To evaluate the validity of the high-sample-rate hype, first dust off your college textbooks and recall that according to the Nyquist theory, a given sampling rate perfectly reproduces all frequencies up to half that sample rate. Recall, too, that in a digital-audio-inclusive design, antialias filters find use during both audio capture and playback. During capture—that is, as part of the ADC stage—they keep audio frequencies above half the Nyquist rate from folding back into the passband. During playback—that is, as part of the DAC stage—they prevent inaudible, potentially damaging high-frequency energy from traveling beyond the filter stage to subsequent links in the playback chain, such as power amplifiers and transducers.

An ideal lowpass filter would have perfect transmission in the passband, perfect rejection above the cutoff frequency, and be acoustically "transparent" in all other respects to the audio passing through it (Figure 1). When was the last time you lived in the ideal world? In real life, design engineers must balance the desire for aggressive filtering against the need for low distortion near the cutoff frequency. Make the passband-to-rejection-band transition too steep, and you might create phase shift and ripple, depending on the complexity and cost of the filter architecture you choose. Make the transition too gentle, and you attenuate audible information, allow aliased information to become audible, or both.

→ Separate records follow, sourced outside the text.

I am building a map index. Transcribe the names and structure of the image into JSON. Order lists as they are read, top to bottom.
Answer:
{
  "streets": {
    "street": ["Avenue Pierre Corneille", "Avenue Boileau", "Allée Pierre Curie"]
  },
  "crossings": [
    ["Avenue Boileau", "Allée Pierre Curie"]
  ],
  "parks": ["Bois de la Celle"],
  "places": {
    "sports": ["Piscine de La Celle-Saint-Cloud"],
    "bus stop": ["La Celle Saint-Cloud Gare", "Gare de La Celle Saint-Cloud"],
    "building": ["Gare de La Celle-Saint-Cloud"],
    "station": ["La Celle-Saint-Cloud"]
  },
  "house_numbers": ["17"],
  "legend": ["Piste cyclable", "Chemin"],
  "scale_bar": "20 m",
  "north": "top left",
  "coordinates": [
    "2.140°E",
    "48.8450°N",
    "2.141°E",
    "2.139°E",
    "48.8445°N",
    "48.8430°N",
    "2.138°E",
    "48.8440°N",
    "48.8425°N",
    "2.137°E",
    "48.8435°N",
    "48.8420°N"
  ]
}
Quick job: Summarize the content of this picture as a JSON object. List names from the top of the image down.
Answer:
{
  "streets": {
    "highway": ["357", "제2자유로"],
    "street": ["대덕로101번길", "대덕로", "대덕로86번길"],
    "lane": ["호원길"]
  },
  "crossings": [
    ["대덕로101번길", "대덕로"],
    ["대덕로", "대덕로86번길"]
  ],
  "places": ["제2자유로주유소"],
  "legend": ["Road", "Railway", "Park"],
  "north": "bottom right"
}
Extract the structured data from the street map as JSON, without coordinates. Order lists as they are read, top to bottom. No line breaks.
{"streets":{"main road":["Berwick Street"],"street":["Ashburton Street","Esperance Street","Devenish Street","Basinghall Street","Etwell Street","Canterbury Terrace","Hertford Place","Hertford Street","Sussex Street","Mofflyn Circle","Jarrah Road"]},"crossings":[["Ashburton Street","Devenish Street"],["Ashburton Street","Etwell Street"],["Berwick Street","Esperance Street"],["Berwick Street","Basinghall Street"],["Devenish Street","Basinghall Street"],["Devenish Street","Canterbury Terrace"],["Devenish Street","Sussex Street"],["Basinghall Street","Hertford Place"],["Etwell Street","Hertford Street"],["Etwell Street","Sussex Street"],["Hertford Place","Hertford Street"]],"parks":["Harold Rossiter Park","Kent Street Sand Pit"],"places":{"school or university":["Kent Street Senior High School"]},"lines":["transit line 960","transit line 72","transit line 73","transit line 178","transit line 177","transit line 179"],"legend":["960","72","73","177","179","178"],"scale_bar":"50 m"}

High sampling rates also deliver a potential benefit with regard to dithering, a random pattern added to the least significant bit of a signal during sample-length reduction (Figure 2). Although dither increases background noise, it does so in a way uncorrelated to the signal and therefore more pleasing to the ear than the effect that simply truncating bits creates. With 96-kHz sampling, the dither noise distributes to a frequency band more than twice as wide as that in 44.1-kHz sampling, but less than half of this wider frequency band is audible. Perceived noise drops by approximately 3 dB as a result, and noise shaping can further decrease the audible dither noise level (see Web-only sidebar "Reading 'bitween' the lines").

Notice that in all the discussion so far, I haven't mentioned the most commonly touted marketing advantage of the new formats: their ability to capture sonic information higher than an audio CD's 22.05-kHz Nyquist-dictated cutoff. In reality, even the keenest-hearing children barely perceive audio information at 20 kHz, and, by middle age, even the sharpest ear can't hear anything higher than 15 kHz. Research data even suggests that the human auditory system lumps all frequencies higher than approximately 12.5 kHz into a single frequency "bin," in which humans cannot differentiate the various frequencies present. Noise shaping, a core technology that most modern audio formats use, takes advantage of these phenomena.

Though the frequency-domain benefits of ultrasonic-captured information are at best dubious, time-domain advantages may be more compelling (references 2 and 3). Ripple near an alias filter's cutoff frequency translates to "smearing" of sharp transients in the time domain. When listeners report that DVD-Audio discs and SACDs (Super Audio CDs) sound crisper, they may be noting the reduced blurring effect that an optimized antialias filter has on abrupt edges, such as the "attacks" that percussion and brass instruments produce, and on the higher order harmonics that instruments such as distorted guitars generate (Reference 4). Even if the ears and brain don't consciously acknowledge the presence of a stimulus, it may still have an effect—a phenomenon that subliminal advertising also harnesses. Recent studies indicate increased brain activity in response to high-resolution audio, even when listeners don't report any audible difference between that audio and more conventional music formats (Reference 5).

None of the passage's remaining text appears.